As if to make matters worse, I now have another problem. It seems that 'impersonal' doctrines are essential to my 'personal' spiritual life because I can't know anything about Jesus for certain without them. But whose doctrines? There are so many Christian denominations, and each paint their own picture of who my Lord and Friend truly was, and what He meant when He said and did what He said and did. Surely, it would be a disaster to try to build up a true relationship with a false Jesus? We've all seen (and perhaps been in) relationships which weren't founded on the whole truth eventually collapse, and when they do, we think to ourselves, "Well, that was bound to happen." Am I really prepared to put up with that possibility in the most important relationship I'll ever have?

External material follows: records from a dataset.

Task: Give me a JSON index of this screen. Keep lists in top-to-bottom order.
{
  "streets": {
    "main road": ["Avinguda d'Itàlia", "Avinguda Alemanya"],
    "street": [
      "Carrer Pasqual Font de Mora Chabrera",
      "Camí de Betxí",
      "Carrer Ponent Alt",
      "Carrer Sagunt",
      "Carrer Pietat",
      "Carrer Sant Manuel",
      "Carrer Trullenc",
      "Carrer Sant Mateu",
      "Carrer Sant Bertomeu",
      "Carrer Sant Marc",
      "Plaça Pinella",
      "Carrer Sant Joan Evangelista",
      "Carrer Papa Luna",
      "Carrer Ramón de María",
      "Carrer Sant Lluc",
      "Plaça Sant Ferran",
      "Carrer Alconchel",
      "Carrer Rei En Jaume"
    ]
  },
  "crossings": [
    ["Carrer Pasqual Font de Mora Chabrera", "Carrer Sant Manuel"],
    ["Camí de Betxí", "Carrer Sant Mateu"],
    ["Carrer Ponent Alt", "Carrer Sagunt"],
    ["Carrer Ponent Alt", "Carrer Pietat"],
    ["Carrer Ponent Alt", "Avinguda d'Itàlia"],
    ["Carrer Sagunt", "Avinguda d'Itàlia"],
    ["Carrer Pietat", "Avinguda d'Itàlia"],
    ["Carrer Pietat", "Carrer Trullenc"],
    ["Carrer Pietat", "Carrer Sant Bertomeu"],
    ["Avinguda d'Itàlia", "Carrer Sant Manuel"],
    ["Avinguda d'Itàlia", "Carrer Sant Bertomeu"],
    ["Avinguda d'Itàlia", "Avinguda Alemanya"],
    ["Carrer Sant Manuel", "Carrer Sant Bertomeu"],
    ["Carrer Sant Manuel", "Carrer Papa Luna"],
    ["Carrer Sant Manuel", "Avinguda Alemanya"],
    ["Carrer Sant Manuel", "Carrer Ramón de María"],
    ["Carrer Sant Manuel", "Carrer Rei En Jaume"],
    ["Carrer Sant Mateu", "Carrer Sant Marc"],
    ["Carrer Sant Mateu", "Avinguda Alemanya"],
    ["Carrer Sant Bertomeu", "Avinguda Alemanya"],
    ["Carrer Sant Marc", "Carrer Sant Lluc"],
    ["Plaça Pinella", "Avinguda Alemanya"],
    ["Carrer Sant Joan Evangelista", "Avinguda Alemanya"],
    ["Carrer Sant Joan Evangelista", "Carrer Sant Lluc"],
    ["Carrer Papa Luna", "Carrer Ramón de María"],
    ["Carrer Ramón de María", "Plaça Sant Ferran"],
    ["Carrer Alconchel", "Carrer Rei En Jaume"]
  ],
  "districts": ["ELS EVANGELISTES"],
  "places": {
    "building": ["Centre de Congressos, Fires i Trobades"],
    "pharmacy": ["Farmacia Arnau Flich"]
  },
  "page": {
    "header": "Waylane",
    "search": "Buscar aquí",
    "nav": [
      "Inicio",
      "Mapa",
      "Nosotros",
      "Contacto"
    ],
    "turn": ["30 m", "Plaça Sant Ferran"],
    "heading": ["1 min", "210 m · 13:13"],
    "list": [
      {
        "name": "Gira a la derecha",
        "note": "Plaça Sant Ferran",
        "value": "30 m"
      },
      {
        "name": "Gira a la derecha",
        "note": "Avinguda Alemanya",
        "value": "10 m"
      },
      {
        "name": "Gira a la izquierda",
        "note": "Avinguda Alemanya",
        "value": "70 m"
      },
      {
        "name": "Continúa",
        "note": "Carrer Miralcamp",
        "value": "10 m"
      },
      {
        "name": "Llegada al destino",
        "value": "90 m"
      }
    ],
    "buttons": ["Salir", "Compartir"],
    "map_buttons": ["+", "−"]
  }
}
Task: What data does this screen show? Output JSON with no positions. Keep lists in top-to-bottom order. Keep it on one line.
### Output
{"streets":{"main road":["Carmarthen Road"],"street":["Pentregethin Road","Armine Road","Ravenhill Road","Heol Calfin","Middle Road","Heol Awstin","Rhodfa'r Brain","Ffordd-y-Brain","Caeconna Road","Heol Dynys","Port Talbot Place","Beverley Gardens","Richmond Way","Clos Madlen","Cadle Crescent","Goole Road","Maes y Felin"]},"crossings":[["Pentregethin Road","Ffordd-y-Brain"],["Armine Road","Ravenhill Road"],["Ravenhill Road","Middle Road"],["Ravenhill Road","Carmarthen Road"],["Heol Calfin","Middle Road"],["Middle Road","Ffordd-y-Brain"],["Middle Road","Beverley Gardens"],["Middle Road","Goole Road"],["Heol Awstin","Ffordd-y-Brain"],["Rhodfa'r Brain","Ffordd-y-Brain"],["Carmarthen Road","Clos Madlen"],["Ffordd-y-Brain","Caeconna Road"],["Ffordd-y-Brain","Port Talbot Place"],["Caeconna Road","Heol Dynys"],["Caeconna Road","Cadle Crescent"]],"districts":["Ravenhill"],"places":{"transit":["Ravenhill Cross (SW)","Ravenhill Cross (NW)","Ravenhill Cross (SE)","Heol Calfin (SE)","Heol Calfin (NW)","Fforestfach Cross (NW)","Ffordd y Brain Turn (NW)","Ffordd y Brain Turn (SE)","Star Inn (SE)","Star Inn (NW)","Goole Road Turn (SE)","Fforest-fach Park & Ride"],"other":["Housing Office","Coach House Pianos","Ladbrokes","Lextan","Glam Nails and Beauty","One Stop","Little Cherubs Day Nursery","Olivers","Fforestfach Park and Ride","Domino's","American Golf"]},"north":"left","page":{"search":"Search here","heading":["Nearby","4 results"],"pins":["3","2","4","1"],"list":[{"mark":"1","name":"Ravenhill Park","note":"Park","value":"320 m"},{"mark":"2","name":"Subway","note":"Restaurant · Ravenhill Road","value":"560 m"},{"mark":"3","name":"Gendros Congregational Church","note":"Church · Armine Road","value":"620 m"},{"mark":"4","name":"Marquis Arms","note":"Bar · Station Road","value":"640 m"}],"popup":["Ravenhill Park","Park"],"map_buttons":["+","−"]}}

Which brings us back to Newman. Believe it or not, the opening quote is from him. Here it is in context, from the speech he made upon being appointed a cardinal: "Liberalism in religion is the doctrine that there is no positive truth in religion, but that one creed is as good as another." He describes this as the "great mischief" of his time (and ours) to which he had always opposed himself, "to the best of my powers." Simply put, contrary to common opinion, it matters a great deal which church you belong to, which church's doctrines you follow, because you'll be following its 'version' of Jesus, even if you're not aware that's what you're doing. For this reason, the truth or falsehood of doctrines and dogmas is an intensely personal, spiritual matter for Newman, and for us. Where can we find the real Jesus?